The CUCM and CUC Publisher in my lab was crashed due to a disk failure. Luckily my subscribers are in different LUN, and at least I don't need to rebuild the whole cluster. This is what I have done and I want to share my experience and hiccup during the rebuilt in this post.
UCM Publisher Rebuilt
For UCM I am following this guide and it is a well written one. This is what I have done based on the guide.
1. Gather Cluster Data on Subscriber
2 commands – show network cluster and show version active to get the existing cluster info
2. Stop DB Replication on all subscribers
This is important, you will not want the new publisher sync the NEW database with your existing one in subscriber.
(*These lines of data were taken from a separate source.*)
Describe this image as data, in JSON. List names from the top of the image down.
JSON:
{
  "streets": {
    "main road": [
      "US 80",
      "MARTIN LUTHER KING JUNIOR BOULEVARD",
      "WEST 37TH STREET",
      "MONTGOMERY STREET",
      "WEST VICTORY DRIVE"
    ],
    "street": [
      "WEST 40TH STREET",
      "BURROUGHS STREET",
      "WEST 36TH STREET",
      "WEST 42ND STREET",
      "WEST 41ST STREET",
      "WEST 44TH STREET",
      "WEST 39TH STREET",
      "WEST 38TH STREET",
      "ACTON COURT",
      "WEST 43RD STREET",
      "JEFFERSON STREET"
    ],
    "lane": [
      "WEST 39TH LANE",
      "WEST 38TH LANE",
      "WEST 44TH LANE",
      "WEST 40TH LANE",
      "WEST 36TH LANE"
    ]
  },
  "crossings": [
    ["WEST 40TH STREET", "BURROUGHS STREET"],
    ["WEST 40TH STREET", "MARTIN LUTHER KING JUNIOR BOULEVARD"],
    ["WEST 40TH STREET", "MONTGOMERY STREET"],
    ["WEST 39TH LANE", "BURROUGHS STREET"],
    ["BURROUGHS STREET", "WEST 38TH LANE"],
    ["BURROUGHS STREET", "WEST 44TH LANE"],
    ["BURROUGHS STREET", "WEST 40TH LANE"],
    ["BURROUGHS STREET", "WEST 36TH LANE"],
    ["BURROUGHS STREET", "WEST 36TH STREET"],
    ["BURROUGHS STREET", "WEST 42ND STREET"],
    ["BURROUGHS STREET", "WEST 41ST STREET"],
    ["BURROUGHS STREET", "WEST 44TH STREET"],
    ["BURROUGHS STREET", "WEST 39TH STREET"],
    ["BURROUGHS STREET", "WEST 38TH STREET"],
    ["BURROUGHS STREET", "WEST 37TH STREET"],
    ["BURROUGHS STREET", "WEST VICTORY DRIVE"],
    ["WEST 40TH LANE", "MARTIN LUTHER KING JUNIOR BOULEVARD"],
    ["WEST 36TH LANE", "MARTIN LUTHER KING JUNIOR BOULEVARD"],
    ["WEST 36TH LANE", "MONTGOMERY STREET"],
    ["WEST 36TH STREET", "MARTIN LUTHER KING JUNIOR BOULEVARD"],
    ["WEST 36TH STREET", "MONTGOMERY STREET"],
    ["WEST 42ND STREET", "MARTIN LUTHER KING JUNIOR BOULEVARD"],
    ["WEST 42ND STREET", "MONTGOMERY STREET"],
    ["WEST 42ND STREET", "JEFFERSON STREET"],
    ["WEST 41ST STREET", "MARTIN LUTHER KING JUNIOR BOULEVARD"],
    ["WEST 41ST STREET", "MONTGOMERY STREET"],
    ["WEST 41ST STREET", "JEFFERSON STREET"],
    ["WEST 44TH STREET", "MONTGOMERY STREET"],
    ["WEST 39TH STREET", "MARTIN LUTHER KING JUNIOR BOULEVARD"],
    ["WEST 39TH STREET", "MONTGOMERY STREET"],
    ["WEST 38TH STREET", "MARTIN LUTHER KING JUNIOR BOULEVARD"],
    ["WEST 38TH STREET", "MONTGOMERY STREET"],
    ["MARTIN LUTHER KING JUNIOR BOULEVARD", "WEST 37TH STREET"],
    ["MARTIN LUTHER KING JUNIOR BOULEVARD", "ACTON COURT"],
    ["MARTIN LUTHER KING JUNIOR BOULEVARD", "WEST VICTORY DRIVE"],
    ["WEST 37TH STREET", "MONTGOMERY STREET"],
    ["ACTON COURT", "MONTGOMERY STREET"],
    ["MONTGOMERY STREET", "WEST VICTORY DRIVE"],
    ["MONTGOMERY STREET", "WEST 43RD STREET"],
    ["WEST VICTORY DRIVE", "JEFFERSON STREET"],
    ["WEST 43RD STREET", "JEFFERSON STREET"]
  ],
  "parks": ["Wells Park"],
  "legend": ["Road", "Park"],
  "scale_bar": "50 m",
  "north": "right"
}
You want the other way round, so stop the dbreplication service.
3. Install the new CUCM Publisher with the same hostname, IP address, domain name, security passphrase, exact UCM version and installed COP files
Install it with a bootable media.
4. Update Processnode Values on the Publisher
I am running 10.5(2), therefore I need to issue the command "utils diaster_recovery prepare restore pub_from_sub" command on the new publisher CLI before adding nodes to System > Server
Retrieve the node list from the existing subscriber – run sql select name,description,nodeid from processnode
Go the the Publisher UCM Admin Page, add the node after you receive the node list.
5. Reboot Publisher
Using the command "utils system restart"
6. Verify Cluster Authentication
Do it on publisher after it restarts, make sure the cluster in the "authenticated" state.
7. Perform a new backup
Add a Backup Device, I am using a linux machine to store the backup.
Start a manual backup
8. Publisher Restore from the Subscriber DB
I have encountered an issue during restore with the error message - "Unable to send network request to master agent. This may be due to Master or Local Agent being down".
I have tried a few things
- Regenerate ipsec cert and restart DRF master and local agent – it doesn't work
Solution
- Remove cup1 and cup2 in Server list on publisher UCM admin page. Then it works. DRF requires all host up and running in the server list. One of my CUP node is not responding (due to my disk LUN failure)
Check the Publisher node check box (UCM1) and choose the subscriber DB from which restoration takes place, in my case UCM2, then click Restore.
9. Restore Status
When the restoration reaches the CCMDB component, the status text shows "Restoring Publisher from Subscriber Backup"
10. Run a Sanity Check on the Publisher DB
These 2 SQL statements will give you a gut feeling if the DB restore works or not.
11. Reboot the Cluster after restore
12. Verify Replication Setup
13. Post Restore
Activate services and install device packs
CUC Publisher Rebuilt
Steps for CUC Publisher Rebuilt are similar.
1. Gather Cluster Data
2. Stop Replication on All Subscribers
3. Install the CUC Publisher
4. Update Processnode Values on the Publisher
5. Reboot the Publisher Node
6. Verify Cluster Authentication
7. To Connect the Subscriber Server to the New Connection Cluster, and Replicate Data and Messages to the Publisher Server
This step is different. We are not using DRS to do the DB restore. Run the command "utils cuc cluster renegotiate" on subscriber
The publisher server will automatically restarts.
"show cuc cluster status" on subscriber to verify new cluster has been configured correctly.
Good luck!